Il mezzo statale attribuisce la necessità del movimento al "riacutizzarsi del blocco economico, commerciale e finanziario imposto dal Governo degli Stati Uniti a Cuba", senza menzionare le cause interne che lo stesso regime ha riconosciuto in altre occasioni come determinanti della crisi agricola.
La realtà di Guantánamo, tuttavia, ritrae un'emergenza di proporzioni maggiori, essendo una delle cinque province cubane che documentano livelli critici di insicurezza alimentare, secondo un rapporto di aprile del Food Monitor Program (FMP)
Quella stessa provincia ha visto come il suo mercato agropecuario La Punta, inaugurato ad aprile del 2025 dopo una costosa ristrutturazione, sia apparso praticamente vuoto appena sette mesi dopo a causa di problemi strutturali di gestione, nonostante avesse a disposizione molteplici fornitori assegnati.
Il richiamo a seminare nei cortili non è nuovo né esclusivo di Guantánamo, ma è una convocazione nazionale che i CDR hanno ripetuto in ogni momento di crisi, dalla pandemia fino ad oggi.
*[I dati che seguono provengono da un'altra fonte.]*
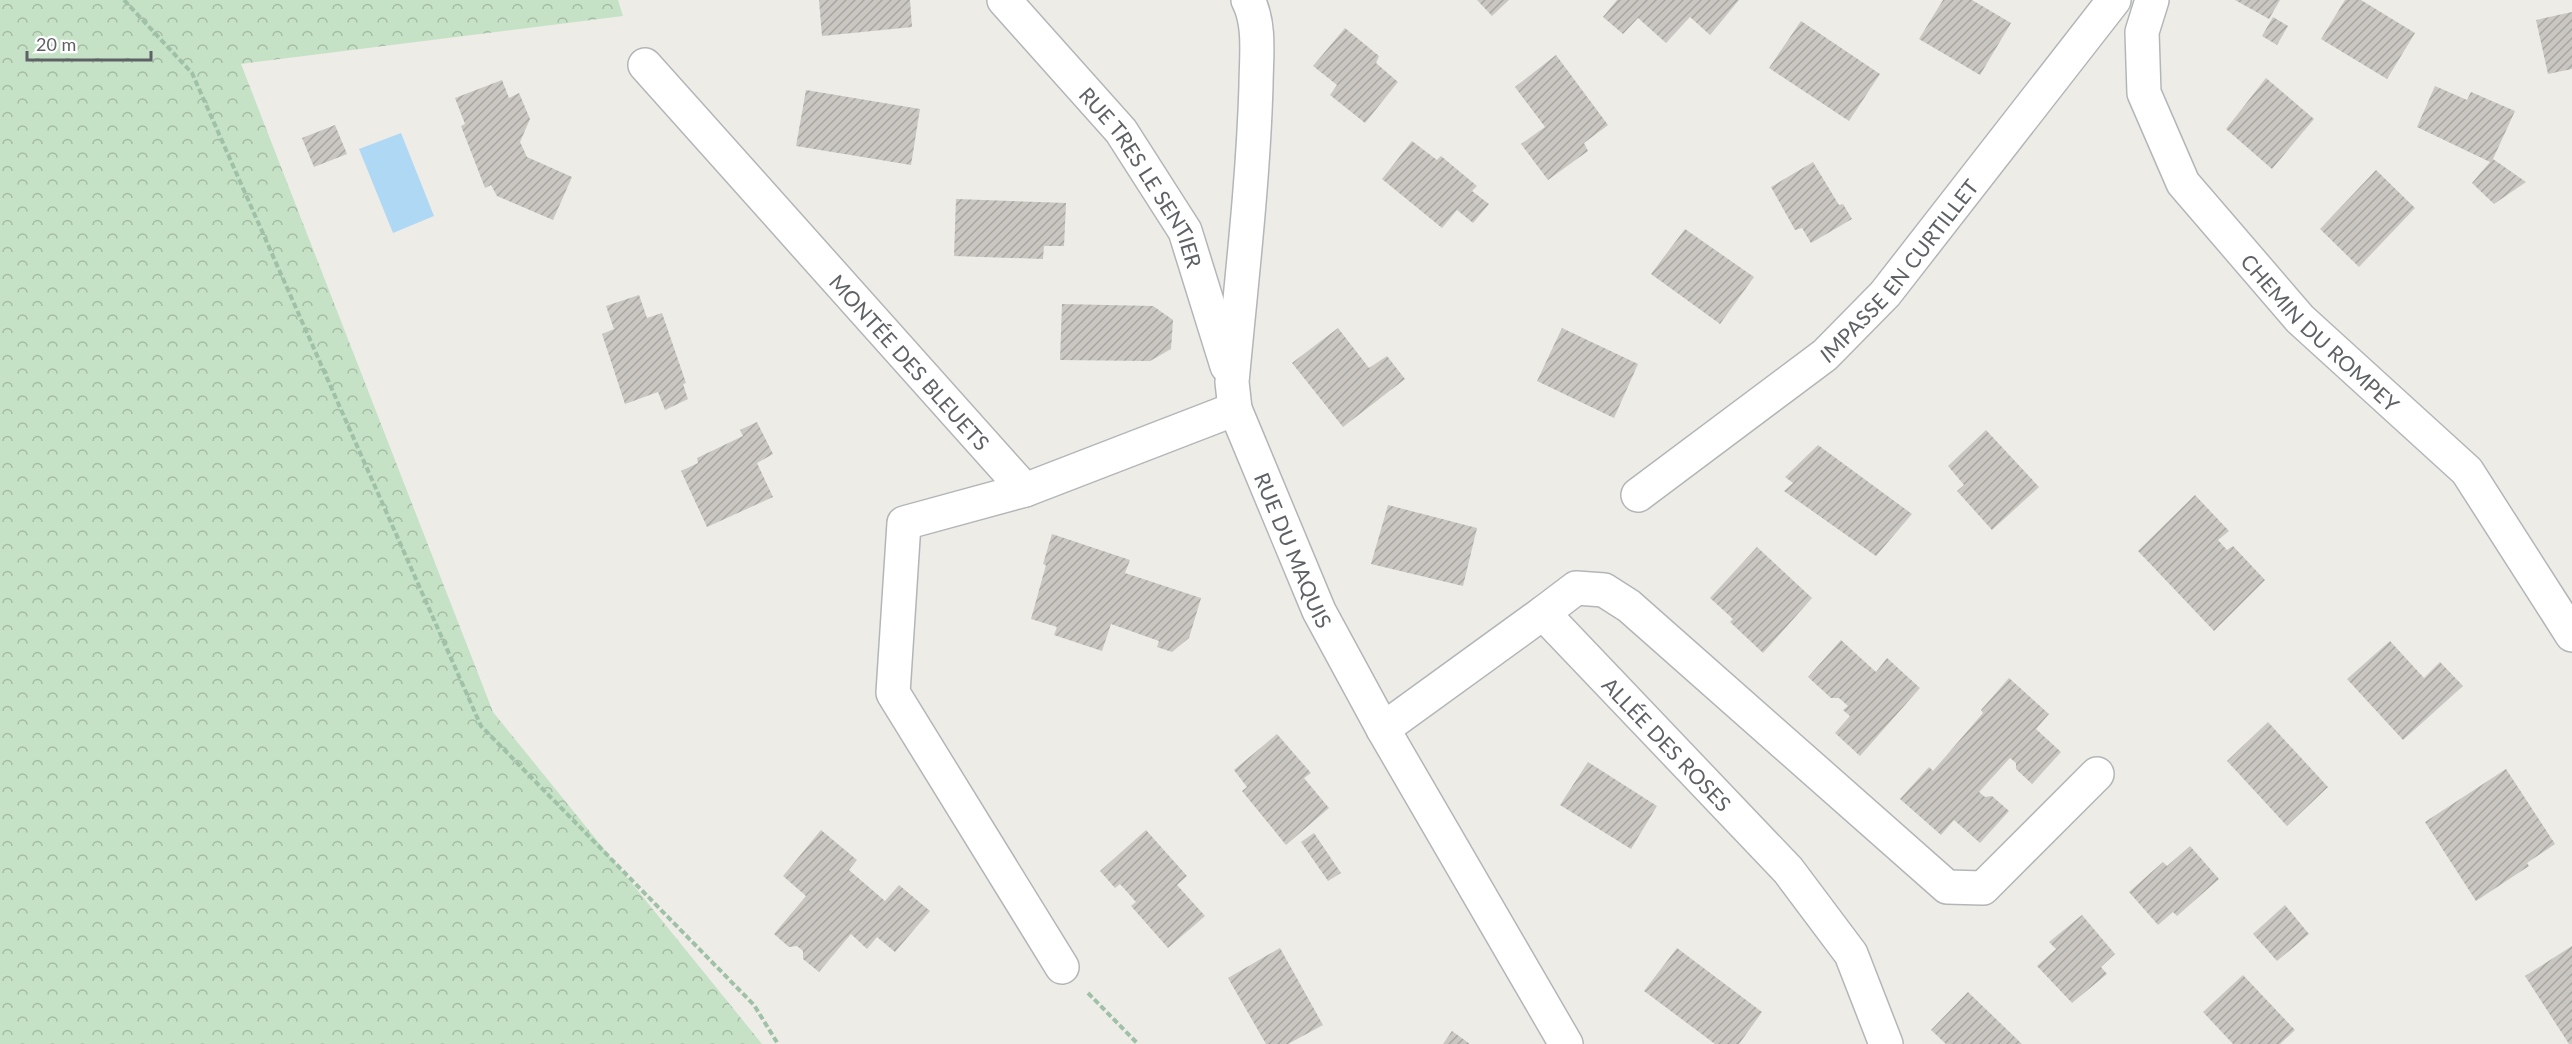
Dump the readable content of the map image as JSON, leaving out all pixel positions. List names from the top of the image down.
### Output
{
  "streets": {
    "street": [
      "RUE TRES LE SENTIER",
      "IMPASSE EN CURTILLET",
      "CHEMIN DU ROMPEY",
      "MONTÉE DES BLEUETS",
      "RUE DU MAQUIS",
      "ALLÉE DES ROSES"
    ]
  },
  "crossings": [
    ["RUE TRES LE SENTIER", "RUE DU MAQUIS"]
  ],
  "scale_bar": "20 m"
}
A livello nazionale esistono più di 92.000 orti attivi e circa 500.000 famiglie partecipano al sistema di Agricoltura Urbana, Suburbana e Familiare, che copre oltre due milioni di ettari, senza che ciò abbia invertito il collasso produttivo.
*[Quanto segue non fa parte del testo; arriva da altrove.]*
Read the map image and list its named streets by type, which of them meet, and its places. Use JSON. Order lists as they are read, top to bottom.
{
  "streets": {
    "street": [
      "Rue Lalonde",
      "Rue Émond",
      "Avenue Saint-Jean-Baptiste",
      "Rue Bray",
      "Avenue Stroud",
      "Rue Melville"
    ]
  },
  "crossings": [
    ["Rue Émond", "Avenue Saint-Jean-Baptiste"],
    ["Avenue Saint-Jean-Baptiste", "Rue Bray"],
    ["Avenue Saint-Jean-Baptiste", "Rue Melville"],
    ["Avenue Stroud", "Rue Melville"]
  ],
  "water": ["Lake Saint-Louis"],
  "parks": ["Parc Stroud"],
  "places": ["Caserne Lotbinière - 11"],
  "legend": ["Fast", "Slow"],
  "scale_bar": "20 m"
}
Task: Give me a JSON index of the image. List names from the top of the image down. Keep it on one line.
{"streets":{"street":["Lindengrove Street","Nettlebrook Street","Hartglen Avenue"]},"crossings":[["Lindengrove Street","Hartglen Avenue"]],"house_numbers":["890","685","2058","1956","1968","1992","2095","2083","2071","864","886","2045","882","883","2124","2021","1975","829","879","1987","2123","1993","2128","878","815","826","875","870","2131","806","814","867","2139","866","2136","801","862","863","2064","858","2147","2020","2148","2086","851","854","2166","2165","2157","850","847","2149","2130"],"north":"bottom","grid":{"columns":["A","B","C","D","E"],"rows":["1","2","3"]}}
Le cifre del disastro agricolo sono schiaccianti, poiché tra il 2018 e il 2023, la produzione di carne di maiale è diminuita del 95%, il riso dell'87%, i fagioli del 70% e il latte del 58%.
Cuba importa tra il 70% e l'80% degli alimenti che consuma, a un costo vicino ai 2.000 milioni di dollari all'anno, mentre il marabù, pianta invasiva simbolo dell'abbandono della campagna, occupa tra 1,1 e 1,7 milioni di ettari di suoli un tempo produttivi.
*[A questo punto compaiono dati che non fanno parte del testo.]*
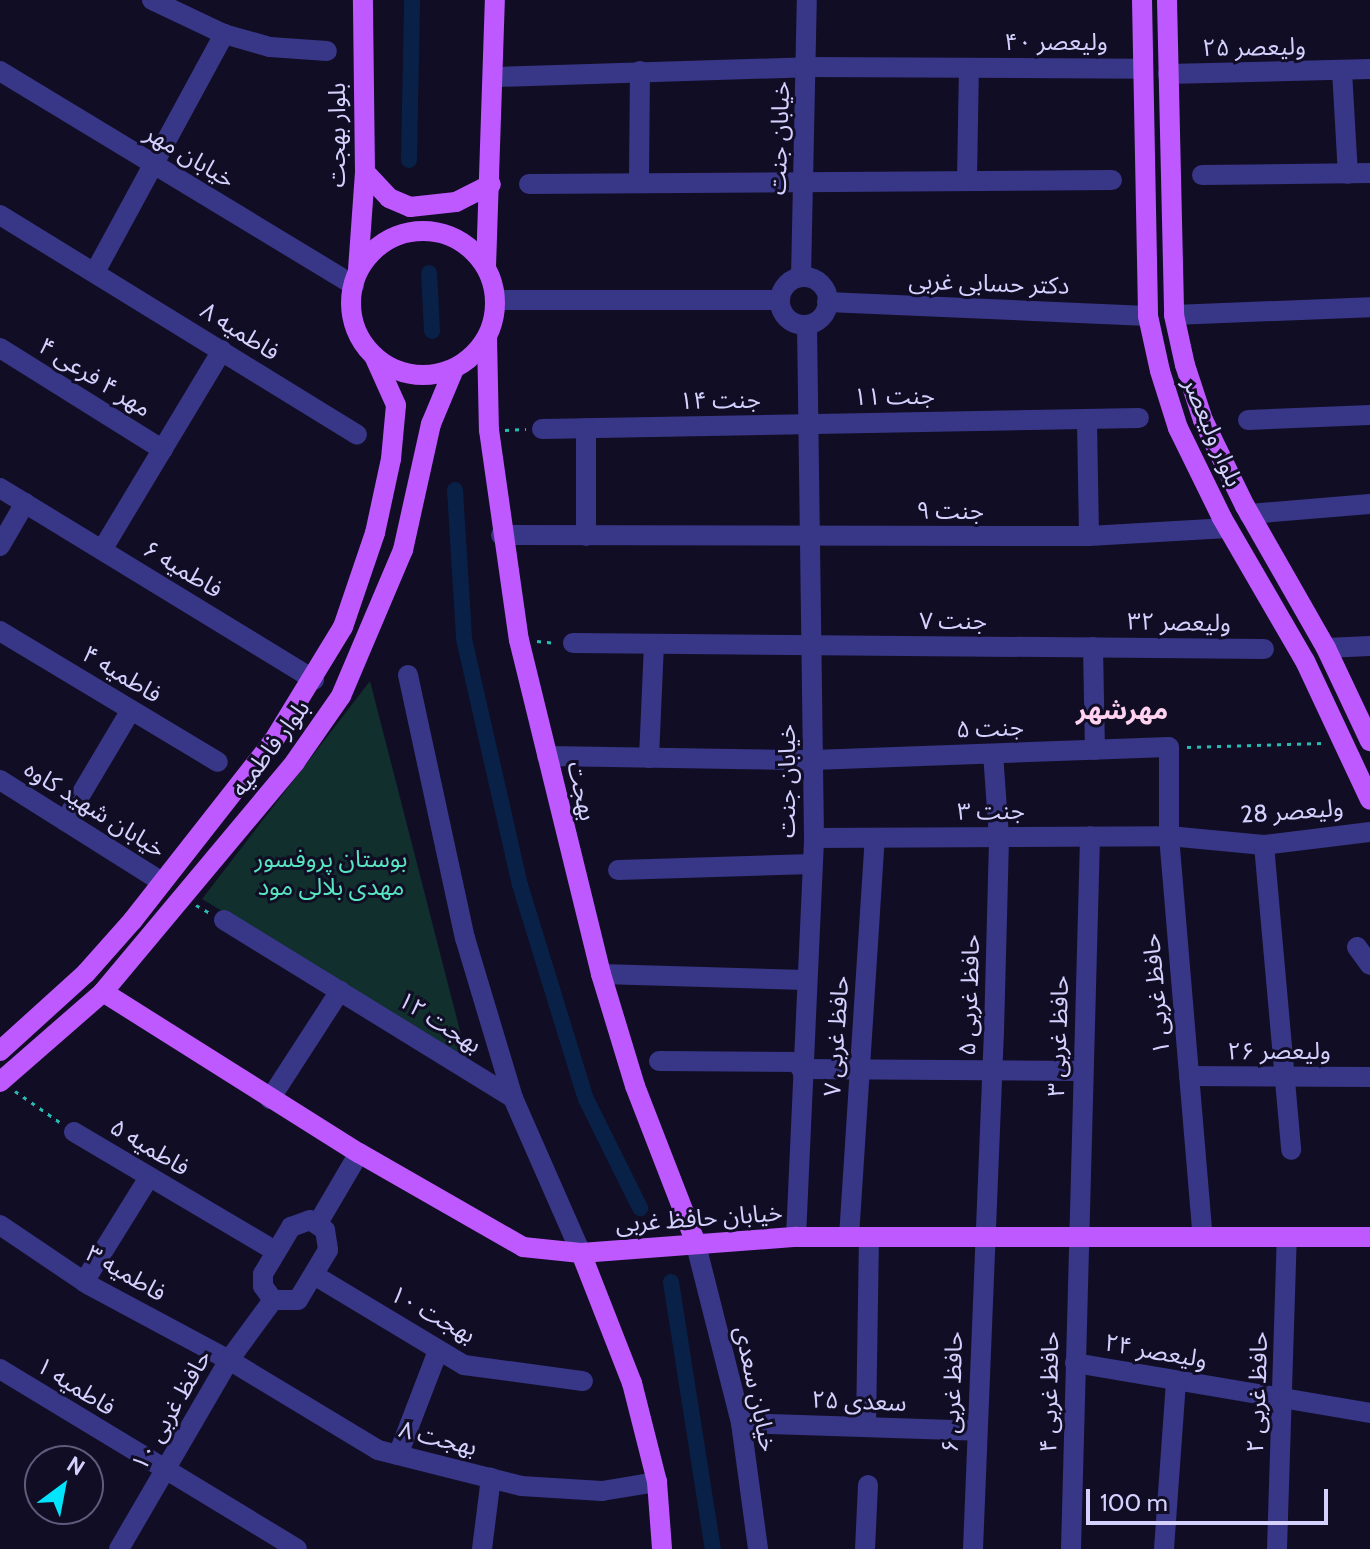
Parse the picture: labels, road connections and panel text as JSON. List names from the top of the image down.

Il governante Miguel Díaz-Canel ha ammesso a giugno che "ci sono ostacoli che non provengono dall'esterno né da blocchi" e che la burocrazia e le norme hanno frenato la produzione, mentre ha dichiarato l'alimentazione "questione di sicurezza nazionale".
In risposta all'emergenza, il primo ministro Manuel Marrero Cruz ha presentato all'Assemblea Nazionale un pacchetto di 176 trasformazioni che include riforme agricole con usufrutto delle terre a tempo indeterminato e decentralizzazione dei prezzi.
Parallelo a queste misure, una nuova Legge sulle Terre Agricole e Forestali prevista per essere discussa questo mese in parlamento amplierebbe il diritto di usufrutto a 25 anni rinnovabili e le superfici assegnate fino a 67,10 ettari, unificando oltre 25 disposizioni giuridiche disperse.
L'economista Pedro Monreal ha qualificato il insieme di riforme come "pragmatismo tardivo" e ha avvertito che a Cuba "le è passato il treno delle riforme di Cina e Vietnam", mentre l'ex governante Raúl Castro ha avvertito che "tanto o più importante dell'approvazione stessa di queste trasformazioni è la loro adeguata e tempestiva attuazione".